CDE-Small-V1
Property | Value |
---|---|
Parameter Count | 281M parameters |
Model Type | Contextual Document Embeddings |
Paper | ArXiv Paper |
MTEB Score | 65.00 (Best for models under 400M params) |
What is cde-small-v1?
CDE-small-v1 is a groundbreaking text embedding model that introduces a novel two-stage approach to document embedding. It naturally integrates "context tokens" into the embedding process, achieving state-of-the-art performance on the MTEB leaderboard for models under 400M parameters.
Implementation Details
The model operates in two distinct stages: First, it gathers dataset information by embedding a subset of the corpus using a first-stage model. Second, it embeds queries and documents while conditioning on the corpus information from the first stage.
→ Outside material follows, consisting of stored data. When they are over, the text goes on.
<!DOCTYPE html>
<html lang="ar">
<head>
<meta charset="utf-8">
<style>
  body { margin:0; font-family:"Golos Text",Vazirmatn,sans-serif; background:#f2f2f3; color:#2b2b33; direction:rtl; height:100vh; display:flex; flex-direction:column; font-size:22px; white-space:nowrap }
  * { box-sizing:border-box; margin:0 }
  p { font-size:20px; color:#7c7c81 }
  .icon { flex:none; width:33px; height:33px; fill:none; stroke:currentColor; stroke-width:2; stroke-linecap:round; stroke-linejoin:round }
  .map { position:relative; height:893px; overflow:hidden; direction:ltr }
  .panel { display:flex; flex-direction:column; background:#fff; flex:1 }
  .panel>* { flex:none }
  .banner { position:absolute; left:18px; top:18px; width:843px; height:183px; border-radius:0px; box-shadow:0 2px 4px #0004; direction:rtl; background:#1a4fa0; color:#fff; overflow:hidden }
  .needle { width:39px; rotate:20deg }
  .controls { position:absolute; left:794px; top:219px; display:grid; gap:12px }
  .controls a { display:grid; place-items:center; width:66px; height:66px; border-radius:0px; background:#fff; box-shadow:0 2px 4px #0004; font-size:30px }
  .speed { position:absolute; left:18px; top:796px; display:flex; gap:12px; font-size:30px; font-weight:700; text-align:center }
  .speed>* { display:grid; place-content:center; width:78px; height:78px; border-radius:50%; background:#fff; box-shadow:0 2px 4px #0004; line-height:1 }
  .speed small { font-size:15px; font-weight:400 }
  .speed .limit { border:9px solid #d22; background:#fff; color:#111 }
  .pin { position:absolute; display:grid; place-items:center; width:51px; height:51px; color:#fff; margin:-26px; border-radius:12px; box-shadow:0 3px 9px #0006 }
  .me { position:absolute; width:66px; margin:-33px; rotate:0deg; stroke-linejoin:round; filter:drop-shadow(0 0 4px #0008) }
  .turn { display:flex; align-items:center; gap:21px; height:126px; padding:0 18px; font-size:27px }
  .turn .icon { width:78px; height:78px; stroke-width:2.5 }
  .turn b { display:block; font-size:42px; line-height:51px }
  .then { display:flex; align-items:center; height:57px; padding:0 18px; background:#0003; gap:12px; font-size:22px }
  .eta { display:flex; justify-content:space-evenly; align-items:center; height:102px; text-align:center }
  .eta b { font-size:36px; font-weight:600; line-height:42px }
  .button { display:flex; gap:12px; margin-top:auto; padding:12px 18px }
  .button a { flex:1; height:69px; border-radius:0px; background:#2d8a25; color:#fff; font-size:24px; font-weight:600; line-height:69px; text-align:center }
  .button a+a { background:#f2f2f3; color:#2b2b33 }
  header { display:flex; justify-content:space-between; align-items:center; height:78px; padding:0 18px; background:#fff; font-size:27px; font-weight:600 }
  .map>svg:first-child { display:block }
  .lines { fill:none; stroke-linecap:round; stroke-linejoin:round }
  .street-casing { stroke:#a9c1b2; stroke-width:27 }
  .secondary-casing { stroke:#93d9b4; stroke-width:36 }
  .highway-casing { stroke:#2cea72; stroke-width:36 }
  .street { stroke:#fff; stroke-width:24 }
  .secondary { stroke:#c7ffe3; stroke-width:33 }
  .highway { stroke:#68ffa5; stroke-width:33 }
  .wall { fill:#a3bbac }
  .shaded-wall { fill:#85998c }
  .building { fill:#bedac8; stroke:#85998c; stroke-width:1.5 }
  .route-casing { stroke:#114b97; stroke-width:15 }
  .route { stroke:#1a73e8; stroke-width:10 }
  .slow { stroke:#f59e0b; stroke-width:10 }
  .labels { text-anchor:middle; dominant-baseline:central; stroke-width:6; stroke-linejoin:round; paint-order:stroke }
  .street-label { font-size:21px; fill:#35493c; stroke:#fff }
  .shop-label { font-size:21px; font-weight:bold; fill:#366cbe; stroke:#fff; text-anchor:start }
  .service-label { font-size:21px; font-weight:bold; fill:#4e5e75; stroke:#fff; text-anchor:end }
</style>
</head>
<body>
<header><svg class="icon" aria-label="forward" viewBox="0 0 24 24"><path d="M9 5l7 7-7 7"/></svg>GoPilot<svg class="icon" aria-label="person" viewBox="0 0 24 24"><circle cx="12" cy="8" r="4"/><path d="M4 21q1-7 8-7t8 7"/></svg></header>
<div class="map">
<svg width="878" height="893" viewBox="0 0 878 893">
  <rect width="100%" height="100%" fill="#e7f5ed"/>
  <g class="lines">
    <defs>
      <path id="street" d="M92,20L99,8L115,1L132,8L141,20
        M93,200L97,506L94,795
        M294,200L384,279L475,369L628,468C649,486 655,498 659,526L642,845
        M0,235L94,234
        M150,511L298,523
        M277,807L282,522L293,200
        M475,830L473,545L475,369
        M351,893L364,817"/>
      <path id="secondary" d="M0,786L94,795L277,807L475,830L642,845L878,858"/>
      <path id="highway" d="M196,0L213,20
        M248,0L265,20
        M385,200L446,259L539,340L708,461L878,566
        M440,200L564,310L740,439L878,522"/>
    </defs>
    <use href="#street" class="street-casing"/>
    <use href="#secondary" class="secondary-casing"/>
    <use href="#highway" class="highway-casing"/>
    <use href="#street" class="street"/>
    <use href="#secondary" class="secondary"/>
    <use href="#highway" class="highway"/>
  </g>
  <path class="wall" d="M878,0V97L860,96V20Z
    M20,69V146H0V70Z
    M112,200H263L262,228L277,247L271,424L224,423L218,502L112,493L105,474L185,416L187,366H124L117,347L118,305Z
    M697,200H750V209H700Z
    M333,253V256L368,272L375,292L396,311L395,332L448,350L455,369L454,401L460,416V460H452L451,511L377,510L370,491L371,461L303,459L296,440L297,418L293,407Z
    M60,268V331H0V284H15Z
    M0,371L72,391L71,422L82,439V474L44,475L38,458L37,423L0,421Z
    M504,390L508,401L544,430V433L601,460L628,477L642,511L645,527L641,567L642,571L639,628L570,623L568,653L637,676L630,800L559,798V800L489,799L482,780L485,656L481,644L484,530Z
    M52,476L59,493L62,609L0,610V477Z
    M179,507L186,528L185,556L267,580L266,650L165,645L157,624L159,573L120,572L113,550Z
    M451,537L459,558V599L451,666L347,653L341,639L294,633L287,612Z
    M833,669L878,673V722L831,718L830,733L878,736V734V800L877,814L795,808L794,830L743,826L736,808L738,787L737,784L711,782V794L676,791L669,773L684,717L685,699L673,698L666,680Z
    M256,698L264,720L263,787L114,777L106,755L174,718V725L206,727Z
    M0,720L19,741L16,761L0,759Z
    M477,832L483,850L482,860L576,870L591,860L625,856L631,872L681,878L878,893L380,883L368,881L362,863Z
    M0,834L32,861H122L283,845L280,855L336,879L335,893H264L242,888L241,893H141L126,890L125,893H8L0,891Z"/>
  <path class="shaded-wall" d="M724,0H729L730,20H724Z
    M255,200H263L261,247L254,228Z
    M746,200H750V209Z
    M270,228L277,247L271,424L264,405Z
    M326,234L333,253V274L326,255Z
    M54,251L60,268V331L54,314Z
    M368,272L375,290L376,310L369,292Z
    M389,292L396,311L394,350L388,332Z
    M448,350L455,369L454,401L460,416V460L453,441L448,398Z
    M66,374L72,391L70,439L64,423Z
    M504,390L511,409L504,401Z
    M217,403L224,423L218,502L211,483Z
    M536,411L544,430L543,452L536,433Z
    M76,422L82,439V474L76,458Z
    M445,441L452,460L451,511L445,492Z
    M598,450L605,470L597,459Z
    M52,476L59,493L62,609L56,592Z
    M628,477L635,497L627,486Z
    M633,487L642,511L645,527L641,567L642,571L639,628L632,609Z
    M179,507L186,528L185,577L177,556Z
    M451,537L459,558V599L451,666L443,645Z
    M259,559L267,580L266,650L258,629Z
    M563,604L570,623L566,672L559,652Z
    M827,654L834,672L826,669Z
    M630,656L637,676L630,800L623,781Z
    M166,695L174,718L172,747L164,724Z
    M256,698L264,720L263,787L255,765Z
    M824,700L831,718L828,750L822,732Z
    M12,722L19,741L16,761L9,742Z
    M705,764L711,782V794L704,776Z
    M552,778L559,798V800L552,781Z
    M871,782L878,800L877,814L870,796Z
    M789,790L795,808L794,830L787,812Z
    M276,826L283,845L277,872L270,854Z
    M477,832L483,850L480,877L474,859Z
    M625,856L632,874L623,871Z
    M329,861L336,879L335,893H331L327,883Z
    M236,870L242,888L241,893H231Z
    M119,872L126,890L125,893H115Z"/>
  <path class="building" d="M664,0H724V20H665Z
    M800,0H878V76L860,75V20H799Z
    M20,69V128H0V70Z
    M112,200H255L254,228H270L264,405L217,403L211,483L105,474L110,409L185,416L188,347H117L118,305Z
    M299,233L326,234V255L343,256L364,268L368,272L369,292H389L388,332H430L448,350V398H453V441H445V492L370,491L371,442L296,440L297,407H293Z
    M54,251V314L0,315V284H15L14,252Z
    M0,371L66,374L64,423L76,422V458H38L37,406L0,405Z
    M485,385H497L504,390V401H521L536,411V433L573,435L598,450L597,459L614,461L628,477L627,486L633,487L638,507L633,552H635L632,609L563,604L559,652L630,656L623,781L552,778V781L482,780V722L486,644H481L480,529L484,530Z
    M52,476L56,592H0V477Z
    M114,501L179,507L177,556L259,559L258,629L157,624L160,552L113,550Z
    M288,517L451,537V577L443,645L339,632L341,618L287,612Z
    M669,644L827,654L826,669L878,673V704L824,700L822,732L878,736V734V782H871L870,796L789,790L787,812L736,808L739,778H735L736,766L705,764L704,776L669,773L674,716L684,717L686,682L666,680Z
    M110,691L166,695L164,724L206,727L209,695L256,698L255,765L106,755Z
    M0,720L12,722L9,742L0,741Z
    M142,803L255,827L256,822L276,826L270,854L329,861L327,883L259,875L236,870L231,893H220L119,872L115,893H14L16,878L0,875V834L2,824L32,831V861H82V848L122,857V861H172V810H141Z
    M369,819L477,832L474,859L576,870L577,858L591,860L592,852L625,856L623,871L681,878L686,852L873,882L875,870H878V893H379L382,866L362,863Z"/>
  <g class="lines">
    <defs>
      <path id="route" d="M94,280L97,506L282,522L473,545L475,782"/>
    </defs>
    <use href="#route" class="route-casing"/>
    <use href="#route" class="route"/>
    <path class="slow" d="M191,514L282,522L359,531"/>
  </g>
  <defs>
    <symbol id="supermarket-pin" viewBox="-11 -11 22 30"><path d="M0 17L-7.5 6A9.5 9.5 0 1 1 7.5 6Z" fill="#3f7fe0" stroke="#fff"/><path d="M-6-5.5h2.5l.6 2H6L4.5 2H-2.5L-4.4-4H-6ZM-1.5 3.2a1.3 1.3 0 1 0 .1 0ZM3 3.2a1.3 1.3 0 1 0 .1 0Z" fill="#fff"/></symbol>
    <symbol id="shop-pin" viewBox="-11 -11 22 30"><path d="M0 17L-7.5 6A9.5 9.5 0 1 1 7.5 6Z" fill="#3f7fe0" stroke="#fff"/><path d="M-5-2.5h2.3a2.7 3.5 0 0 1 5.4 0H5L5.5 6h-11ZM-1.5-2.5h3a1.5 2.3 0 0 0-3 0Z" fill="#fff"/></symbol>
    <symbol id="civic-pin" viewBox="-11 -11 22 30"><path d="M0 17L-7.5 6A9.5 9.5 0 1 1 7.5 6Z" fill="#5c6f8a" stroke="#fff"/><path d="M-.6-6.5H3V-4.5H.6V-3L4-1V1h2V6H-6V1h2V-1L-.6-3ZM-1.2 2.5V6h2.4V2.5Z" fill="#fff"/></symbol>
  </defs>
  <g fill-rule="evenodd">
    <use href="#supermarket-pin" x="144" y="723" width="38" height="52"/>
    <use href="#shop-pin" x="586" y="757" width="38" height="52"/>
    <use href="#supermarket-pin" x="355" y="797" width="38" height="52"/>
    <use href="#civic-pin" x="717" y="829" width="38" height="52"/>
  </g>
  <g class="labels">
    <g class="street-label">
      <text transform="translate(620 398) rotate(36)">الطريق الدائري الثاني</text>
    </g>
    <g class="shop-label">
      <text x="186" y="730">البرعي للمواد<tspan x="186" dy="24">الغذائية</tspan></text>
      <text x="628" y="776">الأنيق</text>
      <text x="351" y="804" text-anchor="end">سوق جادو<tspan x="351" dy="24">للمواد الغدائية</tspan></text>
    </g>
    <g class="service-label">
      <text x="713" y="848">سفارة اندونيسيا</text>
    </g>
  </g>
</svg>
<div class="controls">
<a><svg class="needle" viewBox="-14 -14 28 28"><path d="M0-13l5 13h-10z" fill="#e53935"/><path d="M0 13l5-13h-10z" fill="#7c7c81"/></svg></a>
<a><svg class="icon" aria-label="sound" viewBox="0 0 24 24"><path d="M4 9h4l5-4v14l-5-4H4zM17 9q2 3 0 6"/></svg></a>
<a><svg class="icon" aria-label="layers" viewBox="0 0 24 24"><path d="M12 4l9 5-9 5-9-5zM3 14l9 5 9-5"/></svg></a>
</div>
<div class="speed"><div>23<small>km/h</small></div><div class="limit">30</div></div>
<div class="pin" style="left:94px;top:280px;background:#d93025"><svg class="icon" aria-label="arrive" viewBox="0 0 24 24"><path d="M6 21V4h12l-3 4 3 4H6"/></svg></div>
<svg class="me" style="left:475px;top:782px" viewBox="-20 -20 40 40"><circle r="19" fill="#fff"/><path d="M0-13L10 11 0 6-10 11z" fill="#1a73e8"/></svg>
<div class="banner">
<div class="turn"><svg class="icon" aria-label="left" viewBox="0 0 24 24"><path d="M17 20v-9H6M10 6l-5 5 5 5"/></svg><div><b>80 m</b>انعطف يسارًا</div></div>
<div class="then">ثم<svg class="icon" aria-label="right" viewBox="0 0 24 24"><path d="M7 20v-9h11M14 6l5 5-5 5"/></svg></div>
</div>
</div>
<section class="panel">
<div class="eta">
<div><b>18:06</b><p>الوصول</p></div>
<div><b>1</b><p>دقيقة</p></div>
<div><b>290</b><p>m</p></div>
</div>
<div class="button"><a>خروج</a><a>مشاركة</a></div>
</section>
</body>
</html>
This innovative approach allows the model to maintain context awareness while generating embeddings.
- Two-stage architecture for context-aware embeddings
- Compatible with both Transformers and Sentence-Transformers libraries
- Supports task-specific prefixes for optimal performance
- Requires exactly 512 context documents for optimal performance
Core Capabilities
- State-of-the-art performance on MTEB benchmark
- Efficient document and query embedding generation
- Robust performance even without specific corpus information
- Specialized handling of retrieval tasks through prefix prompting
Frequently Asked Questions
Q: What makes this model unique?
The model's two-stage approach and context-aware embedding generation set it apart, allowing it to achieve superior performance with a relatively small parameter count of 281M.
Q: What are the recommended use cases?
The model excels in document retrieval, semantic search, and text similarity tasks. It's particularly effective when you can provide corpus-specific context through the first-stage embedding process.
Q: How does it handle unknown corpora?
While the model performs best with corpus-specific context, it can still function effectively using provided random strings as context, with only a minor performance drop from 65.0 to 63.8 on MTEB.